> **EXERCISE AIM**
Go through the records, and copy each line in which the string "Lepre" is present.

> **RECORDED DATA**

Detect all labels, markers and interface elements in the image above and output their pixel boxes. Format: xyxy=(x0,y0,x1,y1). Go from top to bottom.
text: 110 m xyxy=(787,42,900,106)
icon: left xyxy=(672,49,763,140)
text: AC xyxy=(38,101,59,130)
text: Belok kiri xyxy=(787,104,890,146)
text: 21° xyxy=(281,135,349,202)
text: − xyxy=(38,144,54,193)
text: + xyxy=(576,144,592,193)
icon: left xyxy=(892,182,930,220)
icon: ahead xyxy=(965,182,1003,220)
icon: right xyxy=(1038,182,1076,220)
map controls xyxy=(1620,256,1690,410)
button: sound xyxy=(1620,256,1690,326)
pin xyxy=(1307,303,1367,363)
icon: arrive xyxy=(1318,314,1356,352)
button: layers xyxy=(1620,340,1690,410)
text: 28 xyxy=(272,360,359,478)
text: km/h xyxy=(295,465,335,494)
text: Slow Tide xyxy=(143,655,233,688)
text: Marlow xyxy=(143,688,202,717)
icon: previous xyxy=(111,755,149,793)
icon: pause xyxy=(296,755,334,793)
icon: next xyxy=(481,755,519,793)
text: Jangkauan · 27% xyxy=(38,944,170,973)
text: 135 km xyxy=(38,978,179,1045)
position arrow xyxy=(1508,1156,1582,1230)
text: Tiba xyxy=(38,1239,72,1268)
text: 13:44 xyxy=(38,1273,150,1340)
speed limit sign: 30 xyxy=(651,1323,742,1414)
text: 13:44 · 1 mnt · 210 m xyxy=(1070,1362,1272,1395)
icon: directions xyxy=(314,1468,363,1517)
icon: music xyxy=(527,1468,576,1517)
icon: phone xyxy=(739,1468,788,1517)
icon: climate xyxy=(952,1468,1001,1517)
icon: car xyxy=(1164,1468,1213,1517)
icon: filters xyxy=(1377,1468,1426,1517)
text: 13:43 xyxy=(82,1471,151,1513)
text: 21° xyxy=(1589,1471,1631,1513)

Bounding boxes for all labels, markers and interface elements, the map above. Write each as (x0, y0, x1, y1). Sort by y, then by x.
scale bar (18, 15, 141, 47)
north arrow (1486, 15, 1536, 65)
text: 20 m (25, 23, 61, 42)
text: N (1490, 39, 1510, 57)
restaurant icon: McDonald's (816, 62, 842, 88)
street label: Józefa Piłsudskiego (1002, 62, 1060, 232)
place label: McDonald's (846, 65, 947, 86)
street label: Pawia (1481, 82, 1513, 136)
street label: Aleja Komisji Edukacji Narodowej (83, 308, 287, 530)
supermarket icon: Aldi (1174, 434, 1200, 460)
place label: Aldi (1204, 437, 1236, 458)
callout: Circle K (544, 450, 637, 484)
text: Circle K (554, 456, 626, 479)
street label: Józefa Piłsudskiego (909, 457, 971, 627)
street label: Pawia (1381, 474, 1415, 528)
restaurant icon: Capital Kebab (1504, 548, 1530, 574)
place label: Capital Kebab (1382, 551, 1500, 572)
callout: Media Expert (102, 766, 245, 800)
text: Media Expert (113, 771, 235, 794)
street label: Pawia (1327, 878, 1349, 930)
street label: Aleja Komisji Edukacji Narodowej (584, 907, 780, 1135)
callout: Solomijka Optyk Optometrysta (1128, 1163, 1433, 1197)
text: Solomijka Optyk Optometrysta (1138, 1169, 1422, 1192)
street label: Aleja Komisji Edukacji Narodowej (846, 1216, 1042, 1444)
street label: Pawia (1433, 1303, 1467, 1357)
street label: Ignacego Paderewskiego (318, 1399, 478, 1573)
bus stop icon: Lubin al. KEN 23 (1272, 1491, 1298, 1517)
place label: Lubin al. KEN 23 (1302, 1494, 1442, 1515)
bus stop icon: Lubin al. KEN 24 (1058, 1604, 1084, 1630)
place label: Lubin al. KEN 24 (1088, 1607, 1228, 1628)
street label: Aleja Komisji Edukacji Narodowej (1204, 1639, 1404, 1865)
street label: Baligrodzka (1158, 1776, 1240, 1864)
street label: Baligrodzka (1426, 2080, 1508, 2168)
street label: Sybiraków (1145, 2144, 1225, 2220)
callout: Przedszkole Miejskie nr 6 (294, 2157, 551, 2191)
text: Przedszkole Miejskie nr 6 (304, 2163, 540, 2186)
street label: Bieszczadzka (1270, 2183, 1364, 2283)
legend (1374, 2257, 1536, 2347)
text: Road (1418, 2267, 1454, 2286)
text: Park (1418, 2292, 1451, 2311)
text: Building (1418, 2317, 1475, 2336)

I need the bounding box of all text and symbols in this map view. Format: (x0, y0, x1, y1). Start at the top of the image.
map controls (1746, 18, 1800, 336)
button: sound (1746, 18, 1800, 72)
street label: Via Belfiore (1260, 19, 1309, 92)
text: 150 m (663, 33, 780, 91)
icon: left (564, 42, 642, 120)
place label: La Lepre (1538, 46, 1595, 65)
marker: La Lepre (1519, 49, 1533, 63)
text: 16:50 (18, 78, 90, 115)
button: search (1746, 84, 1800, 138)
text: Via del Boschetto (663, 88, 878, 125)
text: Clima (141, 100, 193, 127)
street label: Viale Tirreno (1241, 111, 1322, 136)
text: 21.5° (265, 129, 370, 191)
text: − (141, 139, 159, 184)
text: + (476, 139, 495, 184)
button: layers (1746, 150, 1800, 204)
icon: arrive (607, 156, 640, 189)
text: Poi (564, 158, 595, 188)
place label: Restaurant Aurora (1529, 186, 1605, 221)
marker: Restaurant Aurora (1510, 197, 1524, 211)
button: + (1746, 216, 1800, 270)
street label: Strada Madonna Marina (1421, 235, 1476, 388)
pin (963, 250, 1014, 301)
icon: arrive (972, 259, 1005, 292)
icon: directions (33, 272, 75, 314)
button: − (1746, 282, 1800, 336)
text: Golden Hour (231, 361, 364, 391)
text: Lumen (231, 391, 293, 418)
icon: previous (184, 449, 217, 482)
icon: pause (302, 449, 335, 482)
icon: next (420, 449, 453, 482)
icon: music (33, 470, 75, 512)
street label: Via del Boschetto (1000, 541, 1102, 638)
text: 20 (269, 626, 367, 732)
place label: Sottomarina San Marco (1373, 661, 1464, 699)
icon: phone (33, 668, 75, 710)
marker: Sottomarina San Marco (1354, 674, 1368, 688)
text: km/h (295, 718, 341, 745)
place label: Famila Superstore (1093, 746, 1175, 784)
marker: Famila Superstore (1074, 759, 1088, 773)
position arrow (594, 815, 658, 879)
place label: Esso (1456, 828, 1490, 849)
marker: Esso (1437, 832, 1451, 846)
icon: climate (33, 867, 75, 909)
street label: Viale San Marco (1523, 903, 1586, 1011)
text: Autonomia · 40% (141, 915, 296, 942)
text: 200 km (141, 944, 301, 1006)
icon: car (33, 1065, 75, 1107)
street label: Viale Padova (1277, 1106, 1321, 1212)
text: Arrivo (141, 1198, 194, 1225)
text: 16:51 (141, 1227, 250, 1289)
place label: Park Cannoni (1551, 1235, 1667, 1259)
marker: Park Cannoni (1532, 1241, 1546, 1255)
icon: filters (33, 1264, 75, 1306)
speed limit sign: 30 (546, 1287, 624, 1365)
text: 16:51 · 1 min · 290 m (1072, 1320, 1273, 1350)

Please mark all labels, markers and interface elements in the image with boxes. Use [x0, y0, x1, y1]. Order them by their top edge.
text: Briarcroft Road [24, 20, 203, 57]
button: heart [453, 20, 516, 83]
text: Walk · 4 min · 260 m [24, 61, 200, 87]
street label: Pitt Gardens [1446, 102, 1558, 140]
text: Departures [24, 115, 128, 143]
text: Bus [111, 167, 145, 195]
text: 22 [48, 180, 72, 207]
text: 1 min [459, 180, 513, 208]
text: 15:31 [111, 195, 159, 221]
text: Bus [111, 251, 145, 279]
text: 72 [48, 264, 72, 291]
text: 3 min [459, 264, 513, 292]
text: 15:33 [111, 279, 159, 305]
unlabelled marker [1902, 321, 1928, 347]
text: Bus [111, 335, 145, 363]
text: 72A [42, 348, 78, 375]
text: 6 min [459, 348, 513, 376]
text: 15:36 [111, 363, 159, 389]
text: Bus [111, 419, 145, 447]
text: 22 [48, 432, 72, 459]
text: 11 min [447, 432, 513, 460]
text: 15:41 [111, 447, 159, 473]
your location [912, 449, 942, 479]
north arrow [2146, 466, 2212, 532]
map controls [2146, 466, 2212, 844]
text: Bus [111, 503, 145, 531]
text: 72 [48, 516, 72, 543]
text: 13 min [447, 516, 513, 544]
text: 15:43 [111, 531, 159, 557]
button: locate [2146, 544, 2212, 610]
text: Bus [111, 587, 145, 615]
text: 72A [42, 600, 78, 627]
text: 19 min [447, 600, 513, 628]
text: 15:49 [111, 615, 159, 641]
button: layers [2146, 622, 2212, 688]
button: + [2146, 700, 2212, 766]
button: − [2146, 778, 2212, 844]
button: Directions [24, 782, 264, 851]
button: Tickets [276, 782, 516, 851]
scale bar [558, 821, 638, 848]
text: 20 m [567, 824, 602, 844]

> **TASK RESULT**
place label: La Lepre (1538, 46, 1595, 65)
marker: La Lepre (1519, 49, 1533, 63)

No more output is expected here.